The need for higher scrutiny, higher quality, additional dimensions do not refer only to statistics which I have touched upon above. The global crisis stressed the need to "reshape" economic data as well, as it came under higher public scrutiny as well. It means they are watched and used actively by policy-makers, financial markets and general public. The example of the excessive deficit procedure mechanism and the European Commission Macro Imbalance procedure, used to detect and correct macroeconomic imbalances on the basis of a scoreboard of indicators "are adding pressure on statisticians to deliver high quality data" (Gonzales-Paramo, 2012). This highlights the need and the importance of having excellent cooperation between central banks and national statistical offices.

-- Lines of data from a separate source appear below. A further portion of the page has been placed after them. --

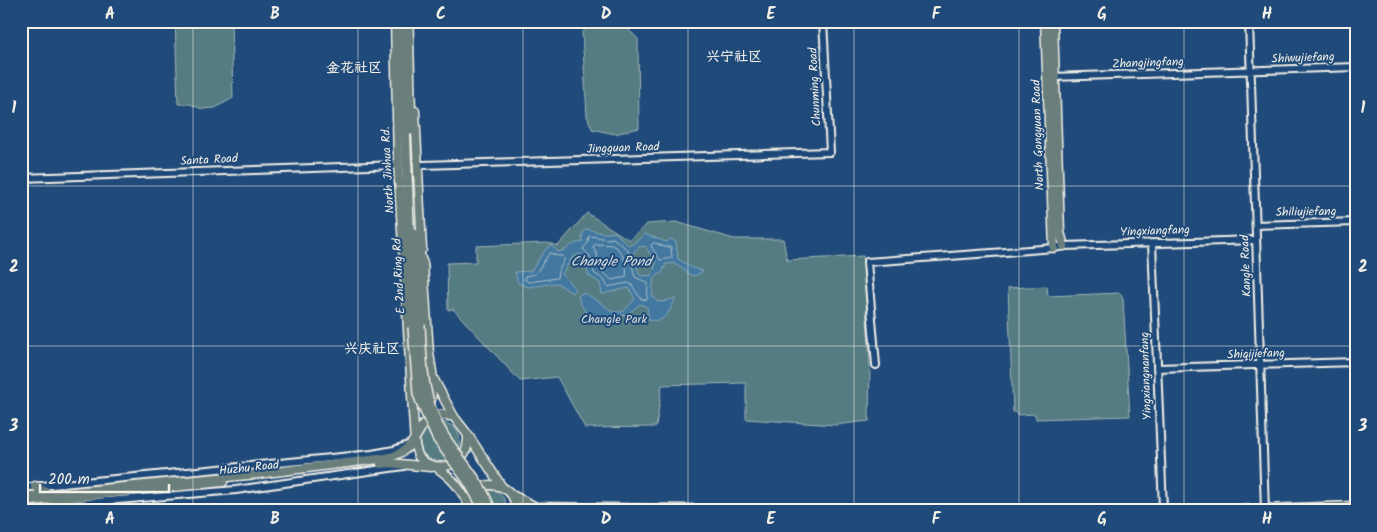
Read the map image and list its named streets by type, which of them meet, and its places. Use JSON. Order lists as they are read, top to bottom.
{
  "streets": {
    "highway": ["E 2nd Ring Rd"],
    "main road": ["North Gongyuan Road", "North Jinhua Rd.", "Huzhu Road"],
    "street": [
      "Shiwujiefang",
      "Zhangjingfang",
      "Chunming Road",
      "Jingguan Road",
      "Santa Road",
      "Shiliujiefang",
      "Yingxiangfang",
      "Kangle Road",
      "Shiqijiefang",
      "Yingxiangnanfang"
    ]
  },
  "crossings": [
    ["Shiwujiefang", "Zhangjingfang"],
    ["Shiwujiefang", "Kangle Road"],
    ["Zhangjingfang", "North Gongyuan Road"],
    ["Zhangjingfang", "Kangle Road"],
    ["Chunming Road", "Jingguan Road"],
    ["North Gongyuan Road", "Yingxiangfang"],
    ["Santa Road", "North Jinhua Rd."],
    ["North Jinhua Rd.", "Huzhu Road"],
    ["Shiliujiefang", "Kangle Road"],
    ["Yingxiangfang", "Kangle Road"],
    ["Yingxiangfang", "Yingxiangnanfang"],
    ["Kangle Road", "Shiqijiefang"],
    ["Shiqijiefang", "Yingxiangnanfang"]
  ],
  "districts": ["兴宁社区", "金花社区", "兴庆社区"],
  "water": ["Changle Pond"],
  "parks": ["Changle Park"],
  "scale_bar": "200 m",
  "grid": {
    "columns": [
      "A",
      "B",
      "C",
      "D",
      "E",
      "F",
      "G",
      "H"
    ],
    "rows": ["1", "2", "3"]
  }
}
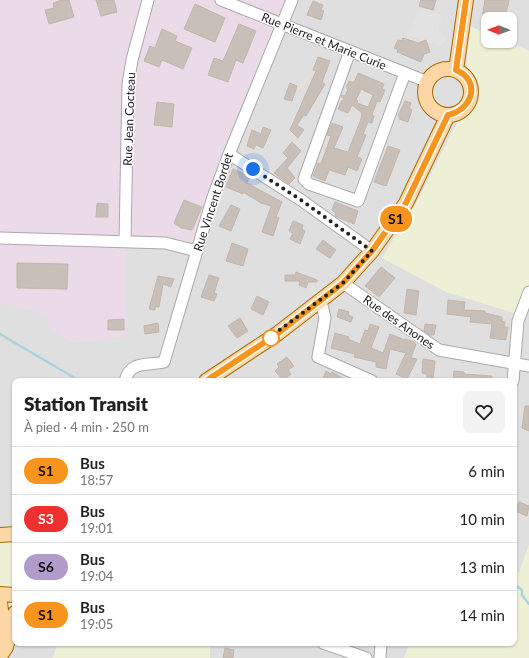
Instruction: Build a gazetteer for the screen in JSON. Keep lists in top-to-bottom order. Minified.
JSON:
{"streets":{"street":["Rue Pierre et Marie Curie","Rue Jean Cocteau","Rue Vincent Bordet","Rue des Anones"]},"crossings":[["Rue Pierre et Marie Curie","Rue Vincent Bordet"]],"lines":["bus line S1"],"north":"left","page":{"on_map":"S1","heading":["Station Transit","À pied · 4 min · 250 m"],"list":[{"mark":"S1","name":"Bus","note":"18:57","value":"6 min"},{"mark":"S3","name":"Bus","note":"19:01","value":"10 min"},{"mark":"S6","name":"Bus","note":"19:04","value":"13 min"},{"mark":"S1","name":"Bus","note":"19:05","value":"14 min"}]}}
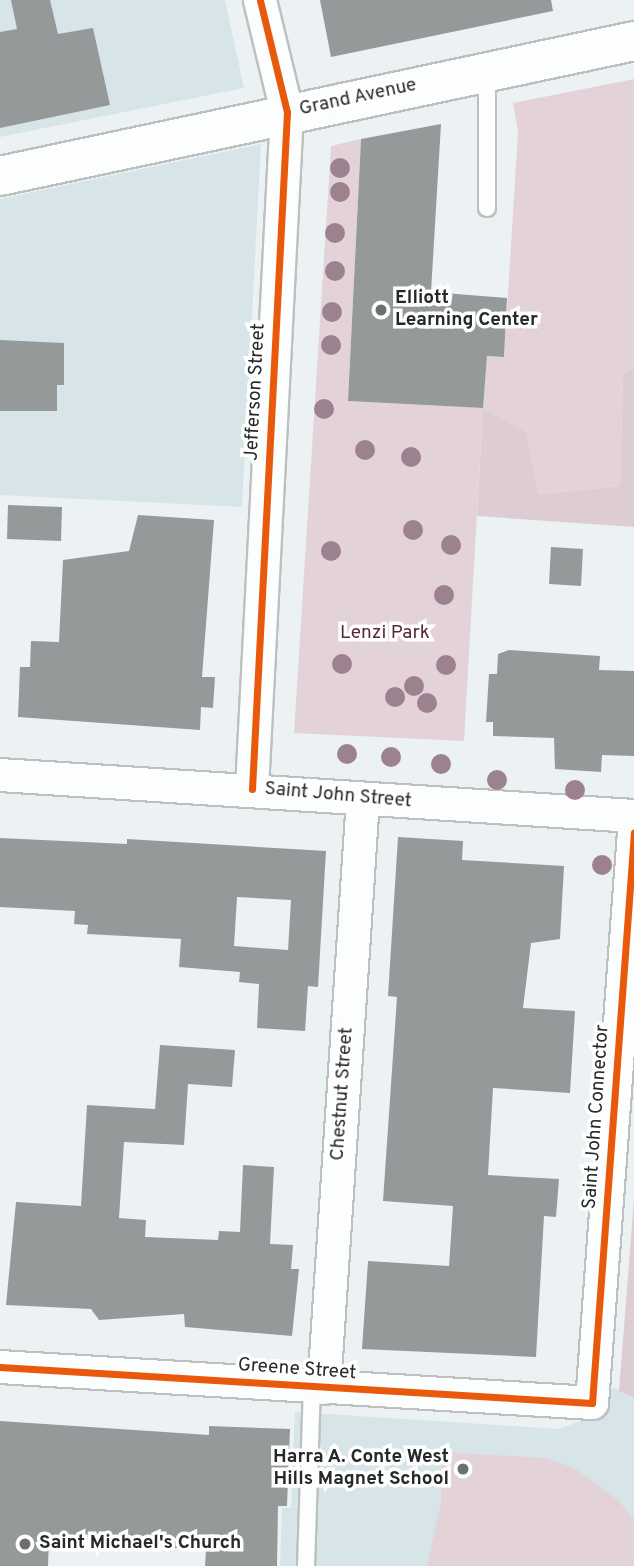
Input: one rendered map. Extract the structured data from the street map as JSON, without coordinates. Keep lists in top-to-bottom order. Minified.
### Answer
{"streets":{"main road":["Grand Avenue"],"street":["Jefferson Street","Saint John Street","Chestnut Street","Saint John Connector","Greene Street"]},"crossings":[["Grand Avenue","Jefferson Street"],["Jefferson Street","Saint John Street"],["Saint John Street","Chestnut Street"],["Chestnut Street","Greene Street"],["Saint John Connector","Greene Street"]],"parks":["Lenzi Park"],"places":["Elliott Learning Center","Harra A. Conte West Hills Magnet School","Saint Michael's Church"]}
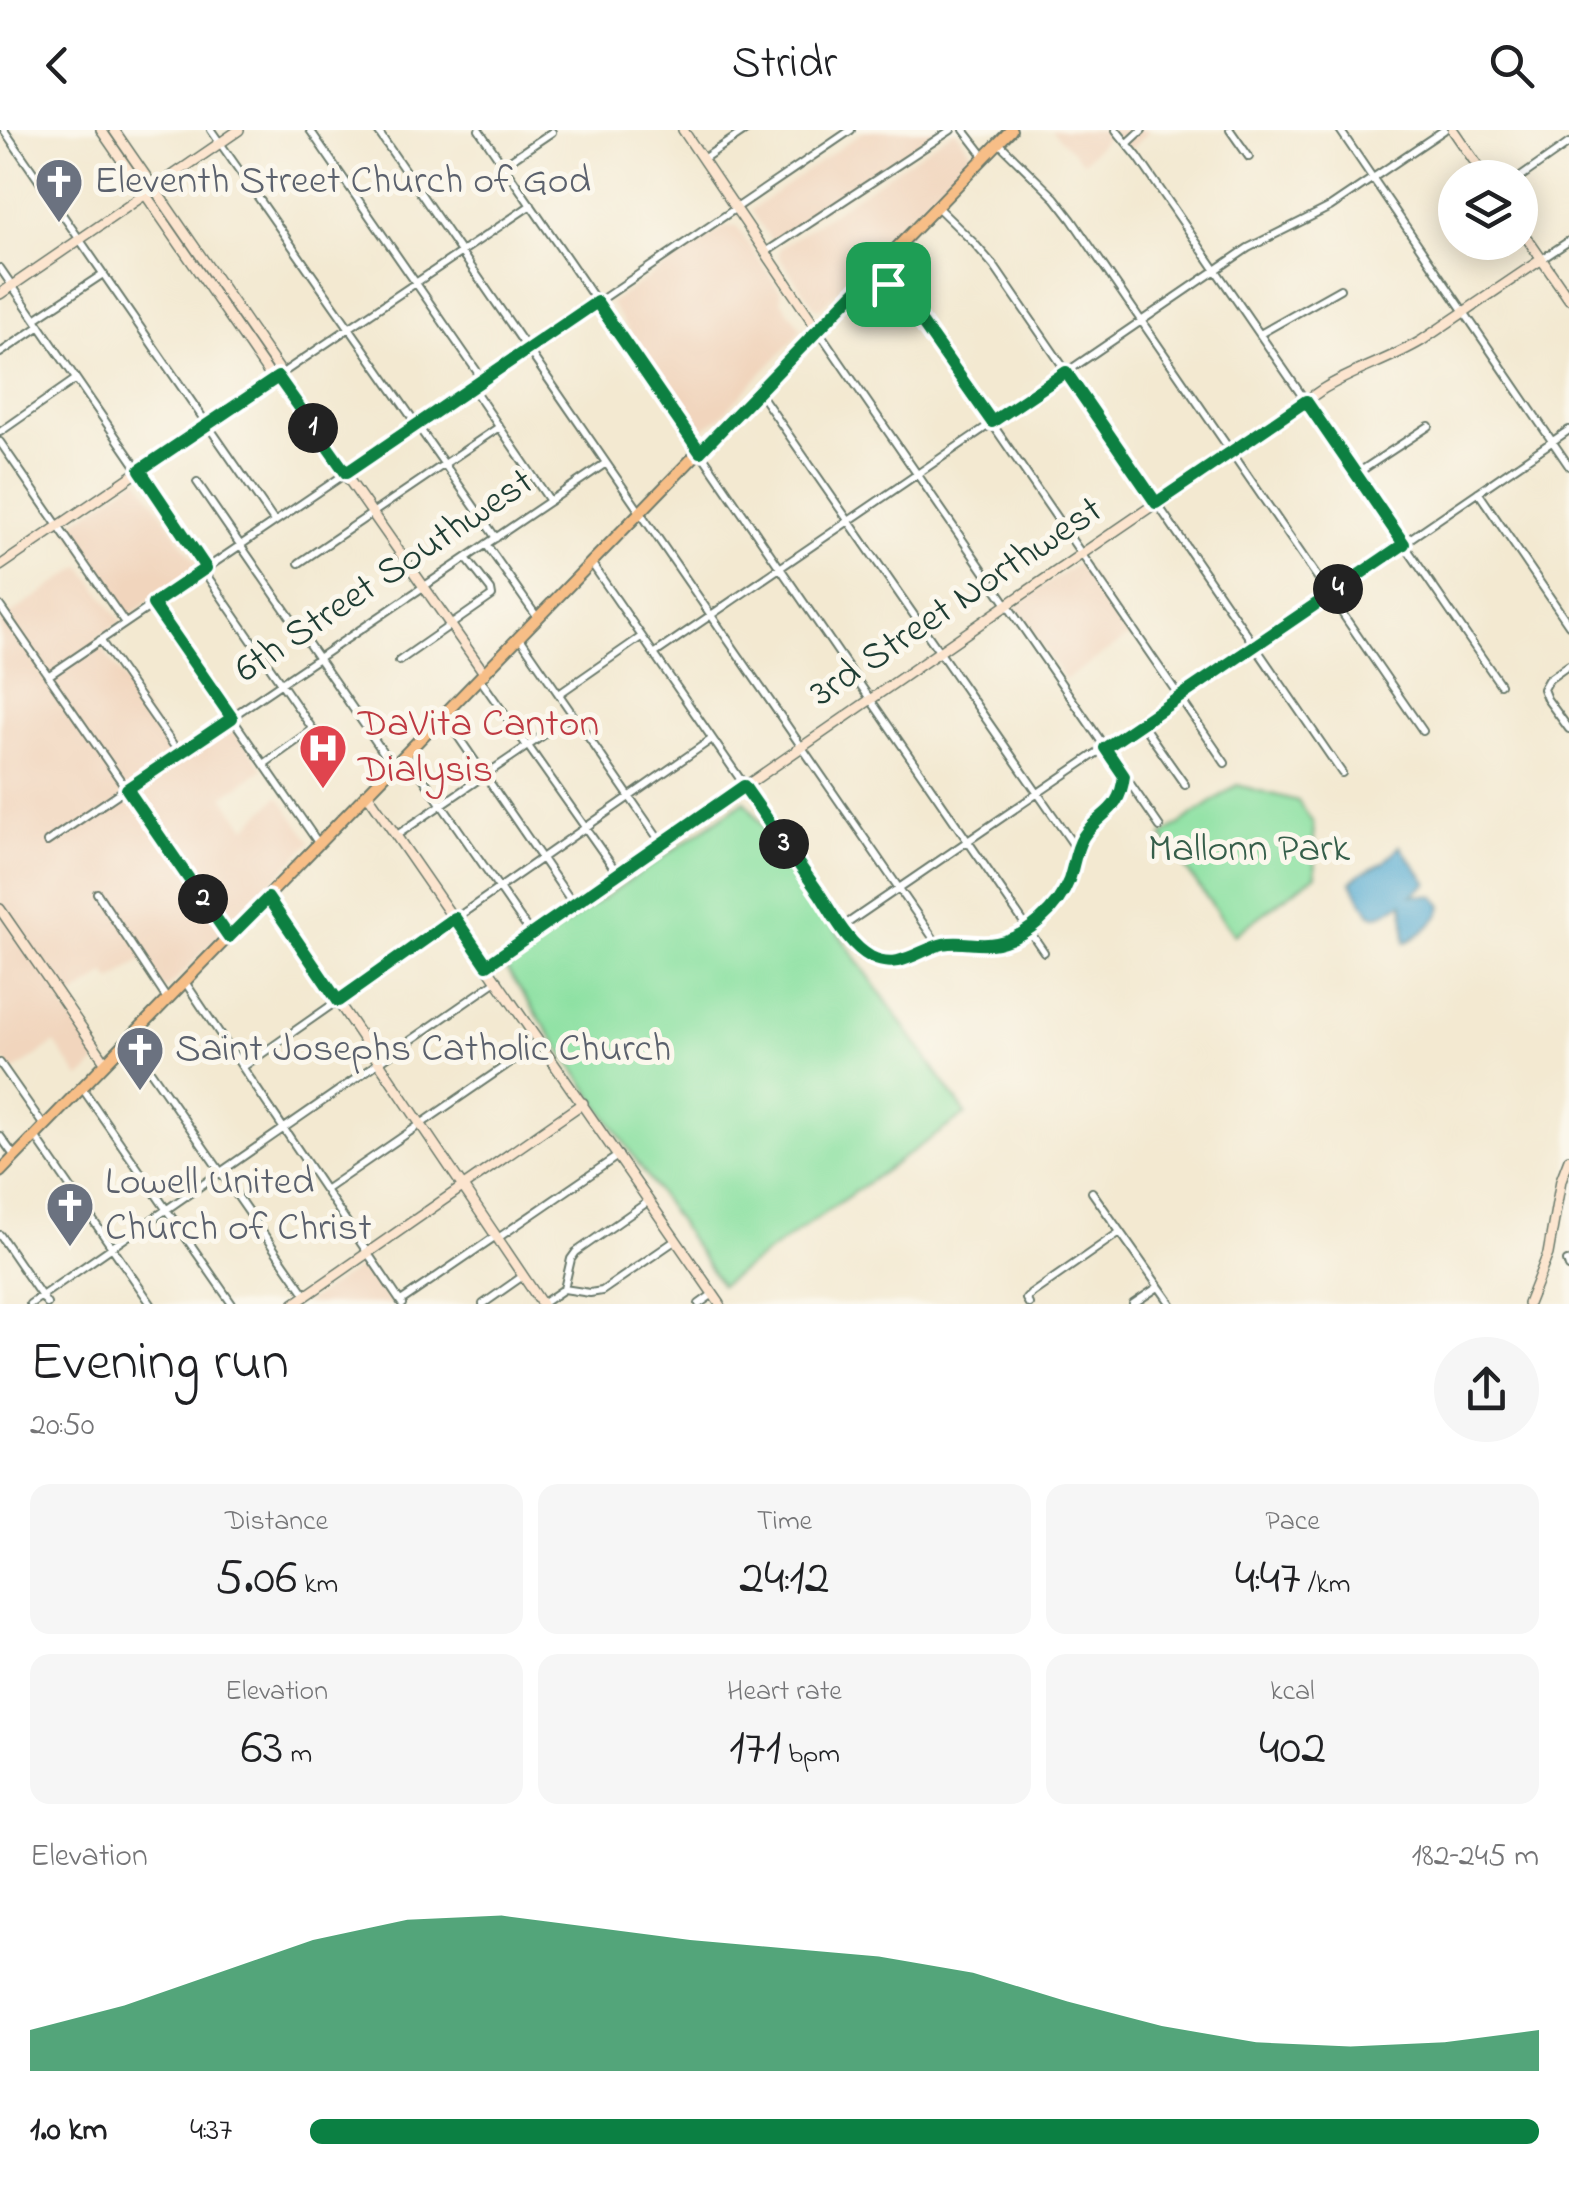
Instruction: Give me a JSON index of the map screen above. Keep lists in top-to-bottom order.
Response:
{
  "streets": {
    "street": ["6th Street Southwest", "3rd Street Northwest"]
  },
  "parks": ["Mallonn Park"],
  "places": {
    "church": ["Eleventh Street Church of God", "Saint Josephs Catholic Church", "Lowell United Church of Christ"],
    "hospital": ["DaVita Canton Dialysis"]
  },
  "page": {
    "header": "Stridr",
    "pins": [
      "1",
      "4",
      "3",
      "2"
    ],
    "heading": ["Evening run", "20:50"],
    "stats": [
      ["Distance", "5.06 km"],
      ["Time", "24:12"],
      ["Pace", "4:47 /km"],
      ["Elevation", "63 m"],
      ["Heart rate", "171 bpm"],
      ["kcal", "402"]
    ],
    "chart": ["Elevation", "182–245 m"],
    "list": [
      {
        "name": "1.0 km",
        "note": "4:37"
      }
    ]
  }
}
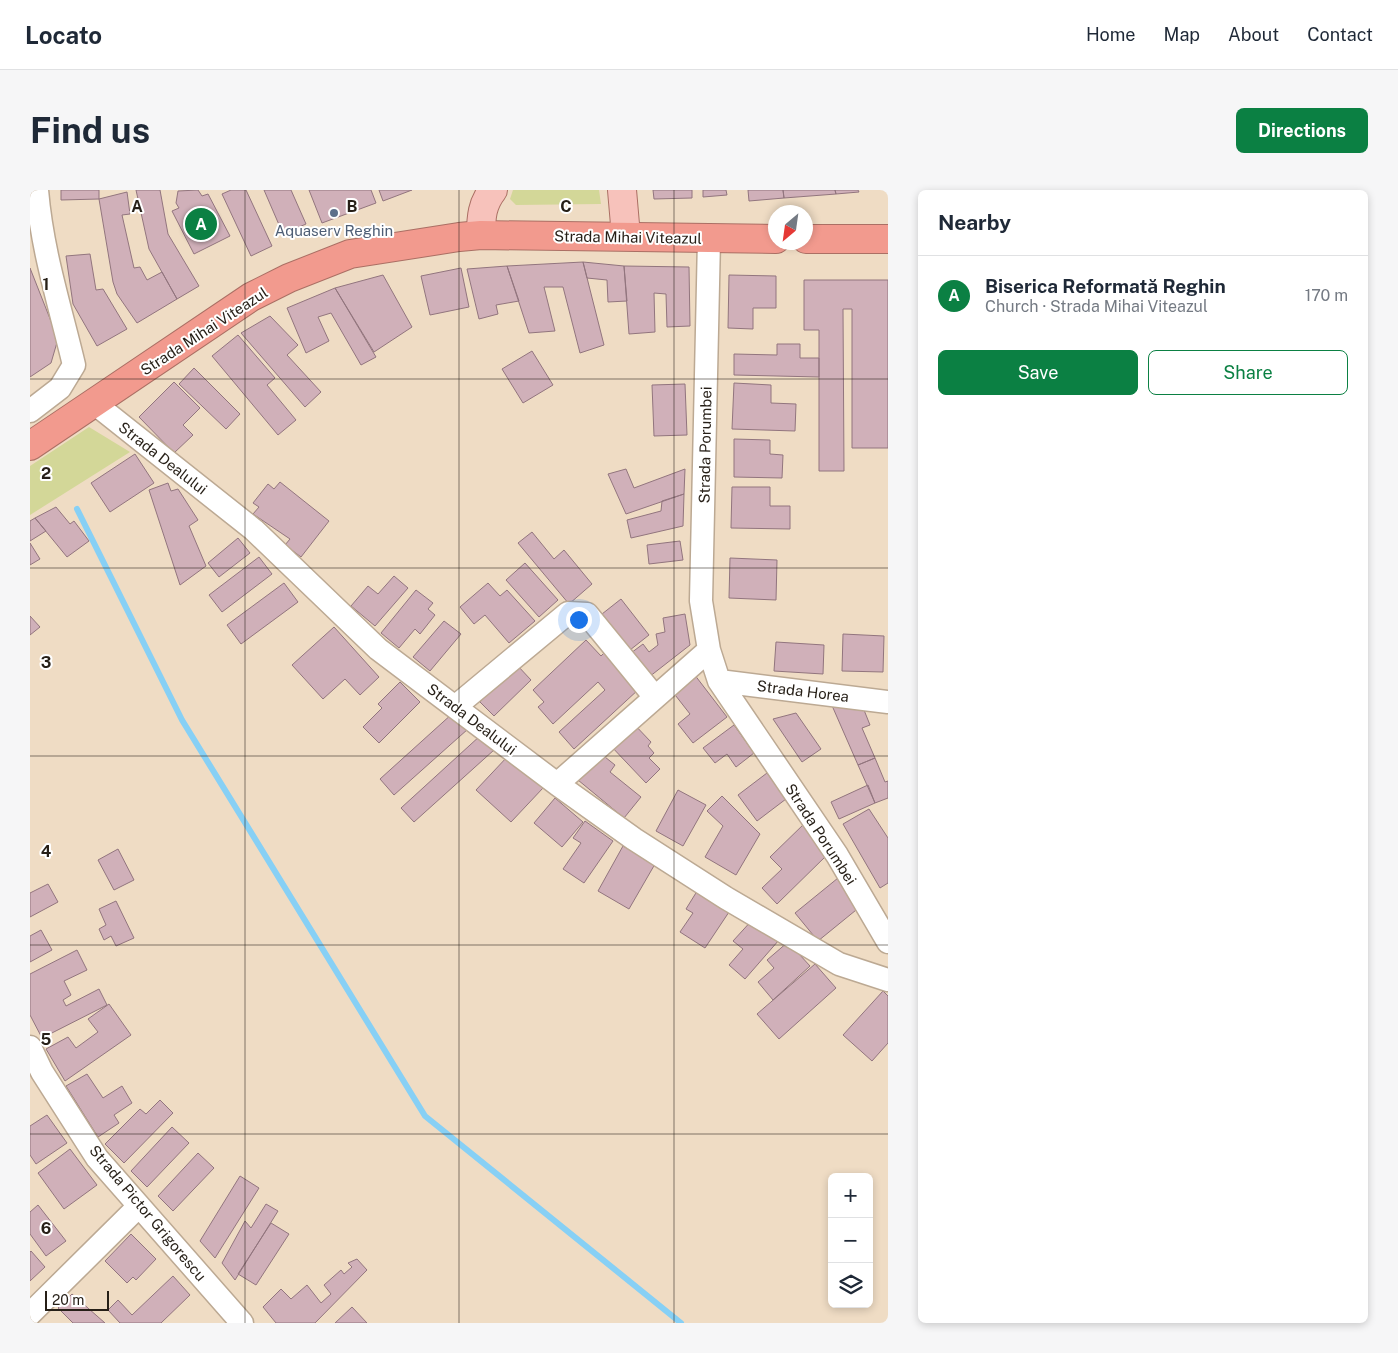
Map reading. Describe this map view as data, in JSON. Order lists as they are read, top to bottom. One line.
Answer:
{"streets":{"highway":["Strada Mihai Viteazul"],"street":["Strada Porumbei","Strada Dealului","Strada Horea","Strada Pictor Grigorescu"]},"crossings":[["Strada Mihai Viteazul","Strada Porumbei"],["Strada Mihai Viteazul","Strada Dealului"],["Strada Porumbei","Strada Horea"]],"places":["Aquaserv Reghin"],"scale_bar":"20 m","north":"bottom left","page":{"header":"Locato","nav":["Home","Map","About","Contact"],"buttons":["Directions",["Save","Share"]],"title":"Find us","heading":"Nearby","pins":"A","list":[{"mark":"A","name":"Biserica Reformată Reghin","note":"Church · Strada Mihai Viteazul","value":"170 m"}],"map_buttons":["+","−"],"scale":"20 m"},"grid":{"columns":["A","B","C"],"rows":["1","2","3","4","5","6"]}}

At the end, I hope I have managed to pinpoint the main aspects of the ongoing and evolving discussion on the main challenges for the statistics on the backdrop of the "Great recession". The crisis was hopefully once in a century adverse event, which made a revolution in the manner in which the statistics is thought of. Many issues and challenges in statistics which arose after the crisis have been tackled in the advanced world, but still there are many remaining challenges which are to be tackled in the times to come. As for the less developed countries and less developed statistical systems, the challenges are twofold. First, even absent the crisis, there was a lot of work to be done in order to converge to the systems and practices of the developed world. Of course, lots have been done and gaps have been narrowed. But the changes in the approach to the statistics in the developed economies after the crisis mean that their systems will gain additional layer of quality. Hence, the crisis has made the challenges for us even bigger, as the benchmarks for convergences in the area of statistics are much higher. But I am positive that the efforts and the energy that we invest in this will be enough to get us closer to what is currently being perceived as the best practice in the world of statistics. In fact there is no other alternative. By now we all know that the reliance on second-best solutions in statistics might entail wrong policy decisions, inability to detect and respond to vulnerabilities, and large costs for the society.
Let me wish you a successful seminar with productive and interactive discussions.